Goofs below here contain information that may give away important plot points. You may not want to read any further if you've not already seen this title.

  • Incorrectly regarded as goofs: SPOILER: Two of the crew members jump from the Icarus I to the Icarus II without space suits. Contrary to expectations created by B-movie science fiction, this is entirely possible. The human body simply does not have enough internal pressure to explode in vacuum. Air in the lungs is expelled almost instantaneously, provided that the subject doesn't attempt try to hold his/her breath. Blood is contained and held under pressure by tension from the walls of the circulatory system, so it has has no way to boil. A prepared individual can remain conscious for more than ten seconds, and stay alive for for several minutes, in a complete total vacuum. One NASA engineer involved in a vacuum chamber mishap has discussed the sensation of standing exposed in vacuum until he lost consciousness, from which he recovered completely.

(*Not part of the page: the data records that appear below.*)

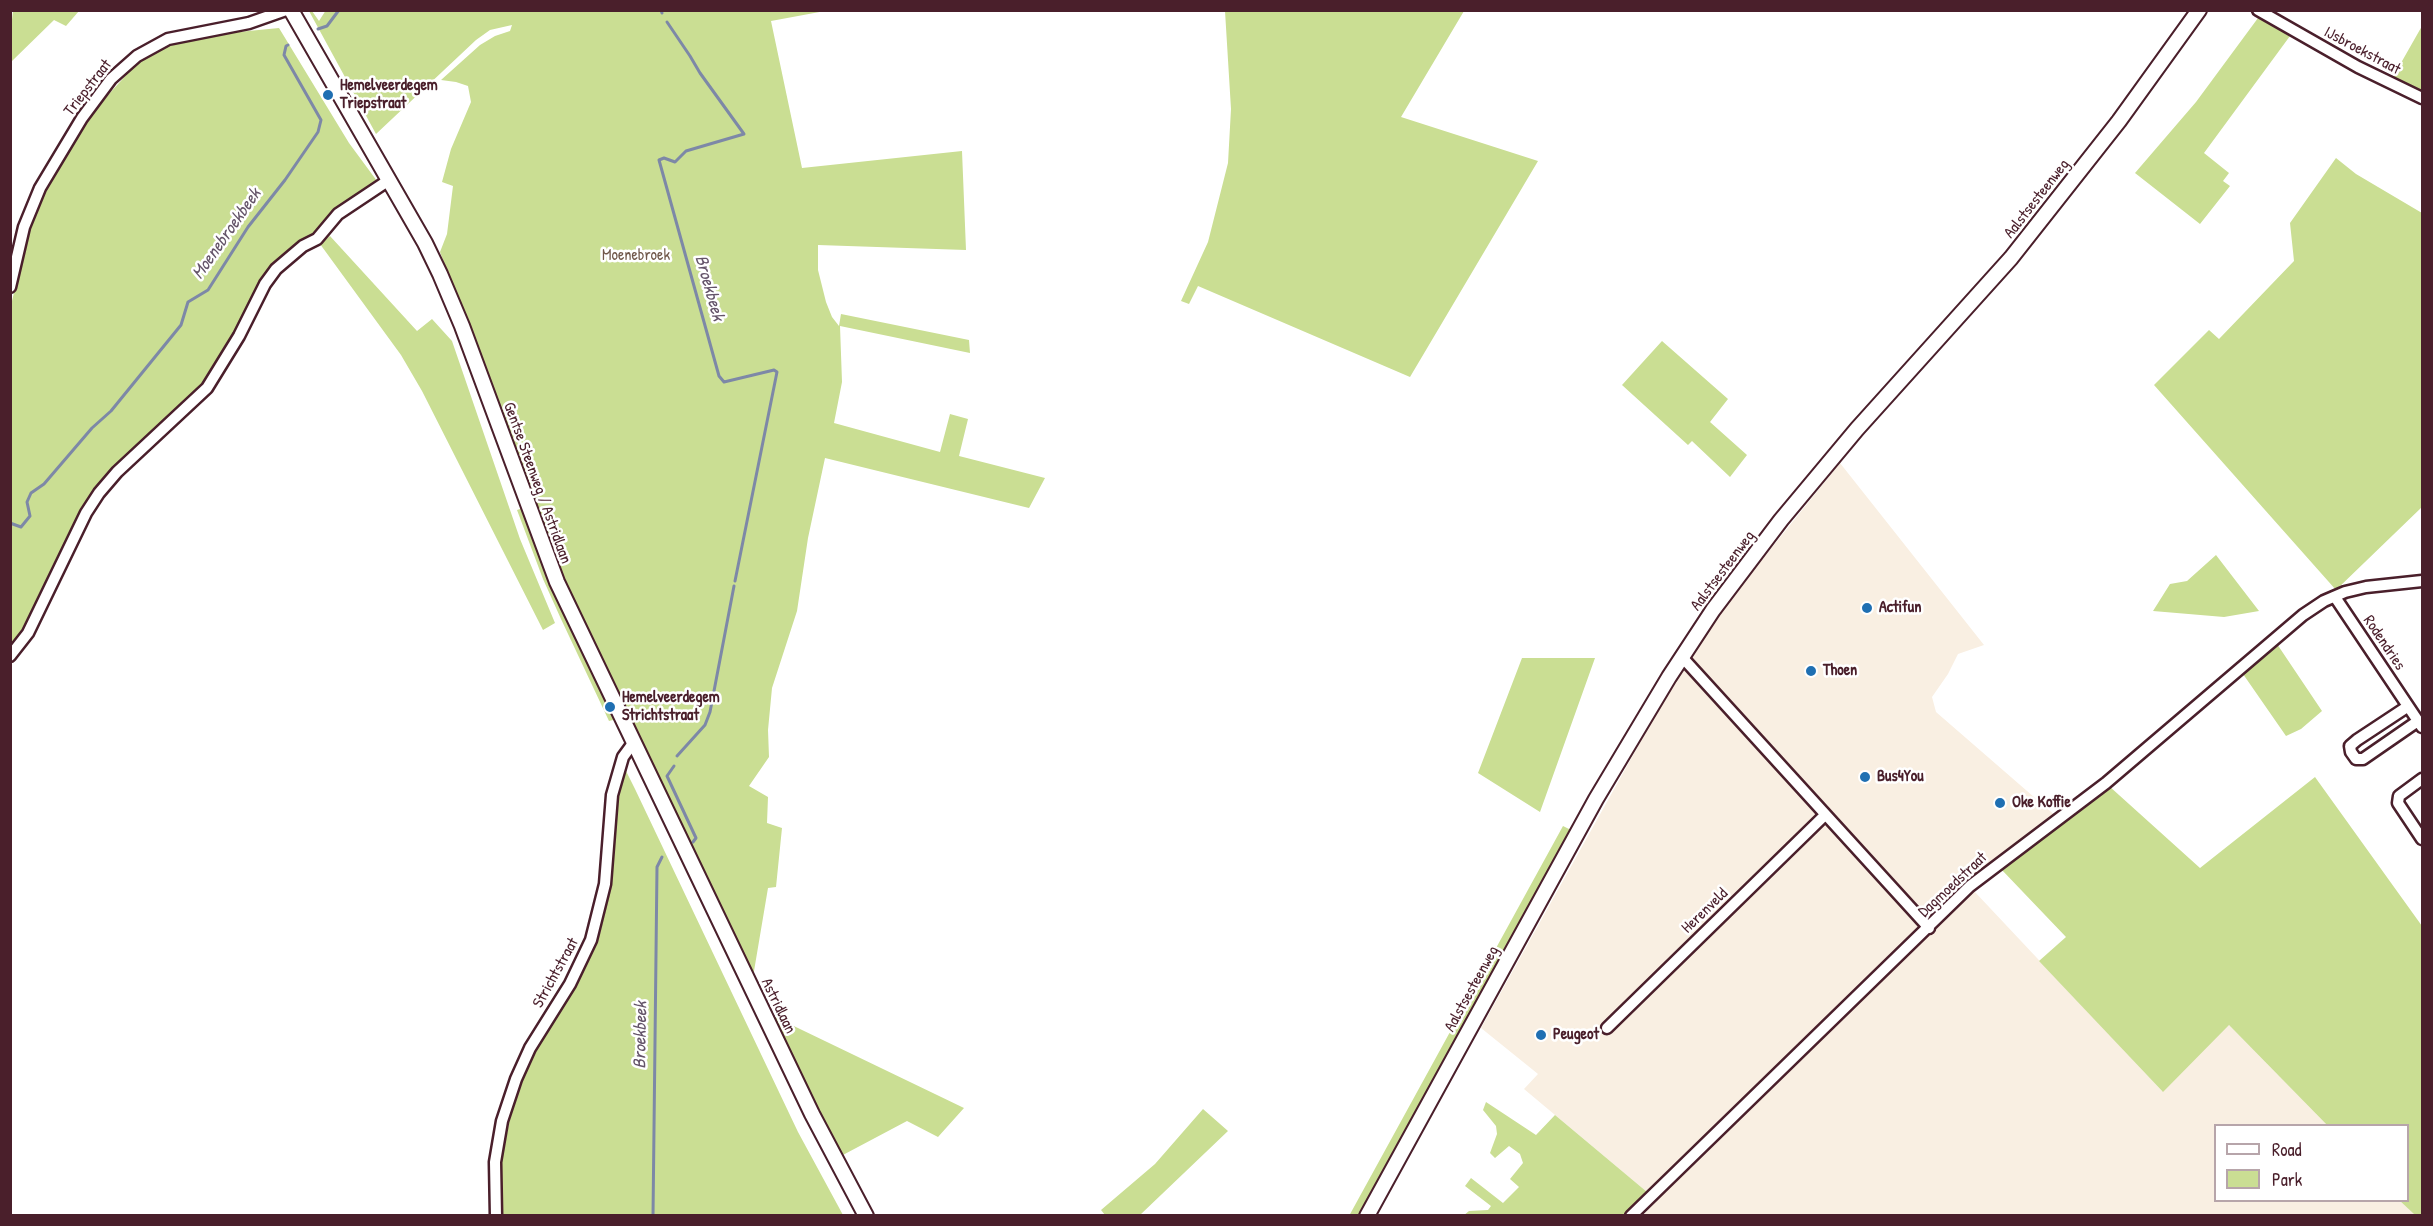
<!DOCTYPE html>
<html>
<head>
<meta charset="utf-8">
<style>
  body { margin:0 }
  #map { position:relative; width:2433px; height:1226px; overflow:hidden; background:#fff; font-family:"Patrick Hand",sans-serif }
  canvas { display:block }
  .frame { position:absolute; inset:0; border:12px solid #4a1f2b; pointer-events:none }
  .legend { position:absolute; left:2214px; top:1124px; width:195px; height:78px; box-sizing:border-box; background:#fff; border:2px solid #b7a5aa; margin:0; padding:8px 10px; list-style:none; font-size:18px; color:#4a1f2b }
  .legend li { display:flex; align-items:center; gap:12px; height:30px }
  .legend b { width:30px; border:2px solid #b7a5aa }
</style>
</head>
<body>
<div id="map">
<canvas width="2433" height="1226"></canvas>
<div class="frame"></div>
<ul class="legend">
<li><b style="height:8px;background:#fff"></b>Road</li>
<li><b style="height:16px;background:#cade93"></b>Park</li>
</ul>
</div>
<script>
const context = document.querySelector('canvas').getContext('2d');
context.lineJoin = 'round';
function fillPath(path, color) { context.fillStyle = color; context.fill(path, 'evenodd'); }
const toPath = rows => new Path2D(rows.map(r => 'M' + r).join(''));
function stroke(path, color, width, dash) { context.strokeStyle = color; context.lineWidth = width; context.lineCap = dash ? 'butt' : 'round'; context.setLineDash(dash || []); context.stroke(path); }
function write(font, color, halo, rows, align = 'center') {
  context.font = font + ' "Patrick Hand",sans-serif'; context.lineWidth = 5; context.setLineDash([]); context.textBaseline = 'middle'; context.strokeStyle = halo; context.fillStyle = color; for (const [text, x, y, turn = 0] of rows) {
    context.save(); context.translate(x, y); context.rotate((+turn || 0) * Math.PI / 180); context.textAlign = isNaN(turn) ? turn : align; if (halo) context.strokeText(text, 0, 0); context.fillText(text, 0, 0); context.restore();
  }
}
const built = toPath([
  [1840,463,1984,645,1958,654,1948,674,1932,697,1936,712,2057,817,1891,958,1647,1192,1524,1089,1538,1074,1481,1028,1676,678,1715,618],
  [1974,891,2162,1091,2228,1024,2327,1125,2216,1126,2216,1200,2400,1201,2415,1215,1642,1216,1730,1125]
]);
const green = toPath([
  [326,10,825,11,771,21,802,168,962,151,966,250,818,245,818,270,826,302,832,317,839,326,841,314,969,340,970,353,840,326,842,382,834,423,940,452,950,414,968,419,959,456,1045,478,1029,508,825,458,808,538,797,611,772,688,768,730,769,757,749,786,768,797,767,823,782,828,776,887,768,888,753,977,634,731,558,565,440,252,447,234,453,186,442,182,451,149,471,102,468,86,456,82,441,80,480,45,495,36,510,31,512,25,490,30,476,40,376,134,309,11,312,11,319,21],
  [13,11,13,10,79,11,66,26,54,20,11,62,11,28],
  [1225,11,1464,11,1401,117,1538,161,1410,377,1198,286,1189,304,1181,301,1208,242,1228,163,1231,109],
  [2258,18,2290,36,2204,153,2229,173,2223,181,2230,186,2200,224,2135,173,2196,102],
  [2422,26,2422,90,2393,77],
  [279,28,349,143,377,181,338,209,313,236,289,254,200,390,115,469,25,632,11,652,11,305,32,219,45,188,72,142,108,95,140,60,164,46,185,41,218,34],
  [2336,158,2356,174,2422,213,2422,507,2336,590,2154,385,2209,330,2219,339,2294,261,2290,223],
  [330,236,417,331,432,319,452,341,520,539,555,623,543,630,422,391,401,355,320,244],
  [1662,341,1728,399,1710,422,1747,455,1730,477,1692,441,1688,445,1622,385],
  [523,508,617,719,609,721,561,619,543,579,517,510],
  [2216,555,2259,611,2224,617,2153,611,2170,584,2187,581],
  [2277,644,2322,711,2301,729,2286,736,2243,674],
  [1522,658,1595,658,1540,812,1478,773],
  [623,768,625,769,635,789,798,1132,843,1215,500,1216,500,1172,512,1106,529,1064,544,1034,582,973,600,933,608,900,615,808],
  [2315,777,2422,926,2422,1215,2415,1215,2400,1201,2408,1200,2408,1126,2327,1125,2229,1025,2163,1092,2039,961,2066,937,2001,869,2109,786,2200,868],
  [1563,826,1571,830,1360,1215,1349,1216],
  [773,1016,964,1108,938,1137,907,1121,841,1156],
  [1486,1102,1536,1135,1555,1115,1647,1192,1624,1215,1463,1216,1469,1211,1488,1210,1491,1206,1465,1186,1471,1178,1503,1203,1519,1187,1510,1179,1523,1163,1520,1154,1509,1146,1495,1158,1490,1153,1497,1134,1496,1126,1483,1110],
  [1203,1109,1228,1131,1140,1215,1105,1215,1101,1210,1155,1164]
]);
const stream = toPath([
  [661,10,662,13],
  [667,22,690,56,700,73,744,134,686,151,675,162,664,158,659,160,719,376,724,382,774,370,777,372,735,581],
  [318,29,327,26,339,10],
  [10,523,21,527,30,516,27,502,31,493,44,484,92,428,111,411,181,325,188,302,208,290,248,227,285,180,318,132,321,120,284,55,286,46,288,45],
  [677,756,705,725,710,712,734,586],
  [674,766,667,776,696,838,693,842],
  [653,1216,657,867,662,857]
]);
const minor = toPath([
  [2258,10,2358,67,2422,98],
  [10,287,24,227,40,188,82,118,111,79,137,56,168,39,249,23,286,10],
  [2335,597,2422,727],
  [10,656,28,633,86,513,99,493,117,472,207,388,239,336,265,284,276,269,303,246,317,239,338,214,389,180],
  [1682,657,1929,928],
  [2407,707,2357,740,2350,746,2351,752,2356,759,2363,759,2418,721],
  [2422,779,2399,796,2398,803,2422,839],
  [1607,1028,1824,816],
  [496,1216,495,1162,502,1121,516,1079,530,1048,570,984,591,940,605,884,612,795,623,757,634,742],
  [1631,1216,1970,886,2106,783,2303,615,2324,601,2345,592,2366,587,2422,581]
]);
const major = toPath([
  [291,10,425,243,440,274,462,326,557,582,812,1114,866,1216],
  [1367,1216,1596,799,1669,677,1713,610,1781,520,1857,429,2011,258,2119,121,2199,10]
]);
const markers = [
  [328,95,6,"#1f6fb2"],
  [1867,608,6,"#1f6fb2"],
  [1811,671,6,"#1f6fb2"],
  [610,707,6,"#1f6fb2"],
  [1865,777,6,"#1f6fb2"],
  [2000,803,6,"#1f6fb2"],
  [1541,1035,6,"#1f6fb2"]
];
const streetNames = [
  ["IJsbroekstraat",2362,51,28],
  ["Triepstraat",88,88,-52],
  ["Aalstsesteenweg",2037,199,-52],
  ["Gentse Steenweg / Astridlaan",537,483,70],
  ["Aalstsesteenweg",1723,571,-53],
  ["Rodendries",2384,643,56],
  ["Dagmoedstraat",1953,885,-43],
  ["Herenveld",1705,911,-44],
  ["Strichtstraat",556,973,-61],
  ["Aalstsesteenweg",1472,989,-61],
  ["Astridlaan",778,1006,64]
];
const poiNames = [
  ["Hemelveerdegem",340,86],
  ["Triepstraat",340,104],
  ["Actifun",1879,608],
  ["Thoen",1823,671],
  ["Hemelveerdegem",622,698],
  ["Strichtstraat",622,716],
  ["Bus4You",1877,777],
  ["Oke Koffie",2012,803],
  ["Peugeot",1553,1035]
];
const parkNames = [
  ["Moenebroek",636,256]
];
const waterNames = [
  ["Moenebroekbeek",227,234,-55],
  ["Broekbeek",709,288,74],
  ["Broekbeek",641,1035,-89]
];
fillPath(built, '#f9efe2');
fillPath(green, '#cade93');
stroke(stream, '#7d88a7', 3);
stroke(minor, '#4a1f2b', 15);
stroke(major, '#4a1f2b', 18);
stroke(minor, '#fff', 10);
stroke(major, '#fff', 14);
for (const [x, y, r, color] of markers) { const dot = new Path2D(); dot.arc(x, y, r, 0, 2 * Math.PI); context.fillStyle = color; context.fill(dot); stroke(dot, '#fff', 2); }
write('16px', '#4a1f2b', '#fff', streetNames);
write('bold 16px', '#4a1f2b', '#fff', poiNames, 'left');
write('16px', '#70584a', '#fff', parkNames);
write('italic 18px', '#645469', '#fff', waterNames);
</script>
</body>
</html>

  • Factual errors: SPOILER: During the "space jump", one of the crew members freezes solid in a couple of minutes. Space is very very cold, but objects in a vacuum cool down extremely slowly. The heat in the object has to go somewhere. On Earth, the heat would be transferred to the cold surroundings, such as the air, by contact. In a vacuum, there is nothing to transfer the heat to, so objects that are warm stay warm for a long time. This is the principle behind vacuum flasks. The only way a object in a perfect vacuum can cool down is by electromagnetic black-body radiation, which is incredibly slow.